#### Goal of the exercise:
Review the listing and copy each line that holds the word "fabs".

#### Exercise data:
━━━━
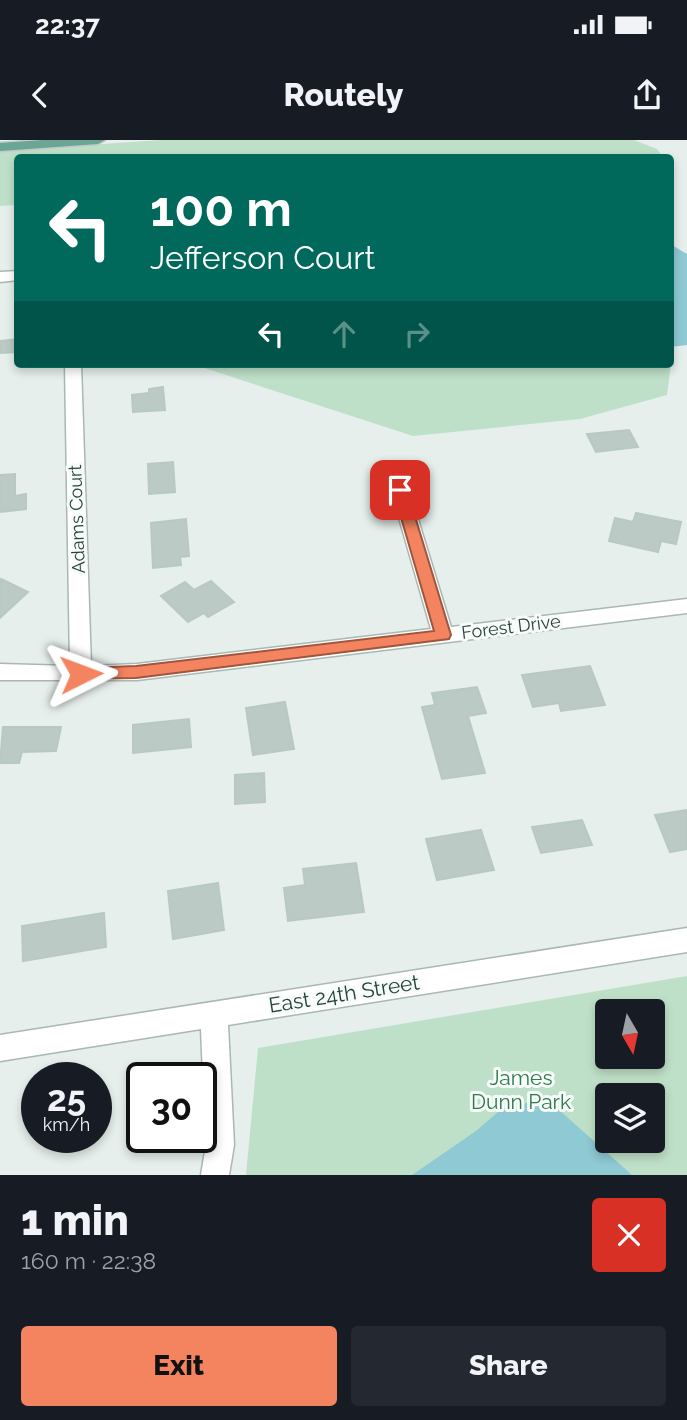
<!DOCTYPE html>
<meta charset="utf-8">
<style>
body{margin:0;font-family:Raleway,sans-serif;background:#242831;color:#f1f3f6;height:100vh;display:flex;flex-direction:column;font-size:26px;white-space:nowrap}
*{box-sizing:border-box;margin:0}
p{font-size:23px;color:#9ea1a6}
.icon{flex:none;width:38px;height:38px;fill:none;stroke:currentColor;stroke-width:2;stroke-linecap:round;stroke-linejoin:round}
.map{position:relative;height:1035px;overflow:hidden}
.details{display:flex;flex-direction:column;background:#171b24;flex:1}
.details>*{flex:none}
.top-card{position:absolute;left:14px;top:14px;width:660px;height:214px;border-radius:7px;box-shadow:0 4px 10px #0003;background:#00695c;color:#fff;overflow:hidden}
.needle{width:46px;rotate:171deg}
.fabs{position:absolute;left:595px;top:859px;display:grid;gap:14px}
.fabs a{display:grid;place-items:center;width:70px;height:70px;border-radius:7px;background:#171b24;box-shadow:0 4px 10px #0003;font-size:35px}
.speed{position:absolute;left:21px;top:922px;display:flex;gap:14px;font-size:35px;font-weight:700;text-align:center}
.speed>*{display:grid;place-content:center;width:91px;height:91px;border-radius:50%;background:#171b24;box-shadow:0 4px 10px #0003;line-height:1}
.speed small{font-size:18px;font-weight:400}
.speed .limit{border:4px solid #111;border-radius:10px;background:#fff;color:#111}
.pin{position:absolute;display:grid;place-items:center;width:60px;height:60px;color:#fff;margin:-30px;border-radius:14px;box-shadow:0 4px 10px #0006}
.me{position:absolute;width:77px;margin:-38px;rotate:87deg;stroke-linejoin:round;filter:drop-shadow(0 0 5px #0008)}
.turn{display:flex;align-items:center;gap:24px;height:147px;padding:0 21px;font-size:32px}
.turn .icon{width:91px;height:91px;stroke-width:2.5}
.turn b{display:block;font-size:49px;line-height:60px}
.lanes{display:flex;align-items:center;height:66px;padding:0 21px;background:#0003;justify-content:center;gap:35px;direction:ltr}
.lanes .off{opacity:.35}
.round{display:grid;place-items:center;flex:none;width:74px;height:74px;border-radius:7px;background:#242831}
.head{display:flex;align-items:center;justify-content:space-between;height:119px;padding:0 21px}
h1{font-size:42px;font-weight:800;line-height:52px}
.primary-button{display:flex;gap:14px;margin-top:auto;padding:14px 21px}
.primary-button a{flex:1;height:80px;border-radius:7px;background:#f4845f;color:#111;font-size:28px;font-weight:800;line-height:80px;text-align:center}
.primary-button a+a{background:#242831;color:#f1f3f6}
.status{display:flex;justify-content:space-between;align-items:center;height:49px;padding:0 35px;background:#171b24;direction:ltr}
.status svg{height:19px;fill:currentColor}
header{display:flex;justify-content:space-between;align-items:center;height:91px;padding:0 21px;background:#171b24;font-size:32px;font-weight:800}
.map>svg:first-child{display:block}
.green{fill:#bfe0c8;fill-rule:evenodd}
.water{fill:#8ec9d4}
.building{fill:#bbcac4;stroke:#b8c9c2;stroke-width:2}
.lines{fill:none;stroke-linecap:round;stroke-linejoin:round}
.minor-casing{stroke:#a8b8b2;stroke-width:3}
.major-casing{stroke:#c2cac8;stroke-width:3}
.minor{fill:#fff;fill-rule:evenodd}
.major{fill:#6aa596;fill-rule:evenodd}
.route{fill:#f4845f;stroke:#9f563e;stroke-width:2}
.labels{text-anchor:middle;stroke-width:6;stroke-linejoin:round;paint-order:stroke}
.street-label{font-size:18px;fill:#24423a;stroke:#f7fbf9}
.near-street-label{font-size:21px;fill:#24423a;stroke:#f7fbf9}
.near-park-label{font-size:21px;fill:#2d7a4b;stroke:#f7fbf9}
</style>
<div class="status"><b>22:37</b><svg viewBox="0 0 49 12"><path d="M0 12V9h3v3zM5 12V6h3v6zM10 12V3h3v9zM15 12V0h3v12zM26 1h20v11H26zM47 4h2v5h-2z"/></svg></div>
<header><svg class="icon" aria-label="back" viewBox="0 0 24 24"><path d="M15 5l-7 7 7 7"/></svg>Routely<svg class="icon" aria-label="share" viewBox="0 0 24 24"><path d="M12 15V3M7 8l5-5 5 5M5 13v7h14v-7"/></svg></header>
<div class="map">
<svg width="687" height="1035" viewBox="0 0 687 1035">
<rect width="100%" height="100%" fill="#e6efeb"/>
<path class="green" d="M 161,0 L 634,0 L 657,9 L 663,17 L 18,18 L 17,65 L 0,66 L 0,11 Z
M 670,207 L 673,208 L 667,255 L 580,279 L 413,296 L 192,224 L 670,224 Z
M 687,836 L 687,1035 L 246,1035 L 258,908 ZM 607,872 L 653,872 L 653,917 L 607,917 ZM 607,956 L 653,956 L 653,1001 L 607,1001 Z"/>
<path class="water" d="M 670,104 L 687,114 L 687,205 L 670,207 Z
M 548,960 L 632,1035 L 412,1035 L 476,991 L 505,966 Z"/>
<path class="building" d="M 18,199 L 18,212 L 0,213 L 0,201 Z
M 163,247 L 165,270 L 133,272 L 132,255 L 149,253 L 149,249 Z
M 629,290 L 638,307 L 596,312 L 587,294 Z
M 173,322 L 175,352 L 149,354 L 148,324 Z
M 15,334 L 15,356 L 26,354 L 26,369 L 0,372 L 0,335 Z
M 636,373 L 681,382 L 676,404 L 661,401 L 658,412 L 609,401 L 615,378 L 633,382 Z
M 186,379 L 189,416 L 180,417 L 181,425 L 153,428 L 151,383 Z
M 1,439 L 28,452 L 0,478 L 0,440 Z
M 211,441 L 234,462 L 208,477 L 204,473 L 188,482 L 161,456 L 185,442 L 194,450 Z
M 590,526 L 605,565 L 561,571 L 559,563 L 533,567 L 522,535 Z
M 477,547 L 486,573 L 468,576 L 485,633 L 442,639 L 422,567 L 435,565 L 432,553 Z
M 285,562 L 294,609 L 253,615 L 246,568 Z
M 189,579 L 191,607 L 133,613 L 133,585 Z
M 3,587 L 61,587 L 56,611 L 22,612 L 19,623 L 0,623 Z
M 264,633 L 265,662 L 235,664 L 235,635 Z
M 687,670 L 687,709 L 670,712 L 655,675 Z
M 582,680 L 592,705 L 541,713 L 532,687 Z
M 481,690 L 494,730 L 437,740 L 426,699 Z
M 356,723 L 364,772 L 288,781 L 284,748 L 305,745 L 303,729 Z
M 218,743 L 224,790 L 173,799 L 168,751 Z
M 104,773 L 106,807 L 23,821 L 22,786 Z"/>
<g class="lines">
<g class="minor-casing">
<path id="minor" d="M 18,131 L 18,140 L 0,142 L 0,132 Z
M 65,224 L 81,224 L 91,526 L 137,524 L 431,489 L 391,350 L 393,346 L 407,346 L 409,350 L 451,487 L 687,459 L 687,473 L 137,540 L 0,540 L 0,524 L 70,526 Z
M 687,788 L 687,812 L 228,885 L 234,1005 L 229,1035 L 201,1035 L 206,1005 L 201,889 L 0,921 L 0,895 Z"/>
</g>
<g class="major-casing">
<path id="major" d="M 43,0 L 105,0 L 98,4 L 0,11 L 0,3 Z"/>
</g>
<use href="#minor" class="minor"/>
<use href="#major" class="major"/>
</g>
<path class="route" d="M 400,346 L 407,350 L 451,495 L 449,499 L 136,538 L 75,539 L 73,534 L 75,530 L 81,528 L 136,526 L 434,491 L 393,350 Z"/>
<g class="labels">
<g class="street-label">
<text transform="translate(77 379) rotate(-92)" y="6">Adams Court</text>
<text transform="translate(511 487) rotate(-7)" y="6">Forest Drive</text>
</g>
<g class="near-street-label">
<text transform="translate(344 854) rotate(-9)" y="7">East 24th Street</text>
</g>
<g class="near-park-label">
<text x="521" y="945">James<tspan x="521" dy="24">Dunn Park</tspan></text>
</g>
</g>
</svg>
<div class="fabs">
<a><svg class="needle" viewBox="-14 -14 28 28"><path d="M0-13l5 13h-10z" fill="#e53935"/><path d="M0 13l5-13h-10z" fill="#9ea1a6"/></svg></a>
<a><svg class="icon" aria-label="layers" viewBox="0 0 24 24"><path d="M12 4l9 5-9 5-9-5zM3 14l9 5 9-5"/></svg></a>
</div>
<div class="speed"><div>25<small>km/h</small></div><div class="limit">30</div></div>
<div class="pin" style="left:400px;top:350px;background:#d93025"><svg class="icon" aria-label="arrive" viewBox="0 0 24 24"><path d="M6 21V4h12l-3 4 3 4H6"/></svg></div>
<svg class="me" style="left:81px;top:534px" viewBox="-20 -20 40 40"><path d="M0-17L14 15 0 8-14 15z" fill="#f4845f" stroke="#fff" stroke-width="4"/></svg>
<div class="top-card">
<div class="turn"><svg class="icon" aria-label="left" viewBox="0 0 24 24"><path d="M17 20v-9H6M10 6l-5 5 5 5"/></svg><div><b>100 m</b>Jefferson Court</div></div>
<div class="lanes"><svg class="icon" aria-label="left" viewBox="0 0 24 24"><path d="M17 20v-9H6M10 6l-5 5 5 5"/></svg><svg class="icon off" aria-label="ahead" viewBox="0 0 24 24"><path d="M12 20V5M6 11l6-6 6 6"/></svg><svg class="icon off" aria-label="right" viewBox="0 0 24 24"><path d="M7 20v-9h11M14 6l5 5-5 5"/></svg></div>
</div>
</div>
<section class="details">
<div class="head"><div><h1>1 min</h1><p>160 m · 22:38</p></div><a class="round" style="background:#d93025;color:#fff"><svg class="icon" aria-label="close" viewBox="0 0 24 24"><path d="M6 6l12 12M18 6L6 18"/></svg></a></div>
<div class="primary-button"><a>Exit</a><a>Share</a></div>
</section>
━━━━
#### Completed exercise:
.fabs{position:absolute;left:595px;top:859px;display:grid;gap:14px}
.fabs a{display:grid;place-items:center;width:70px;height:70px;border-radius:7px;background:#171b24;box-shadow:0 4px 10px #0003;font-size:35px}
<div class="fabs">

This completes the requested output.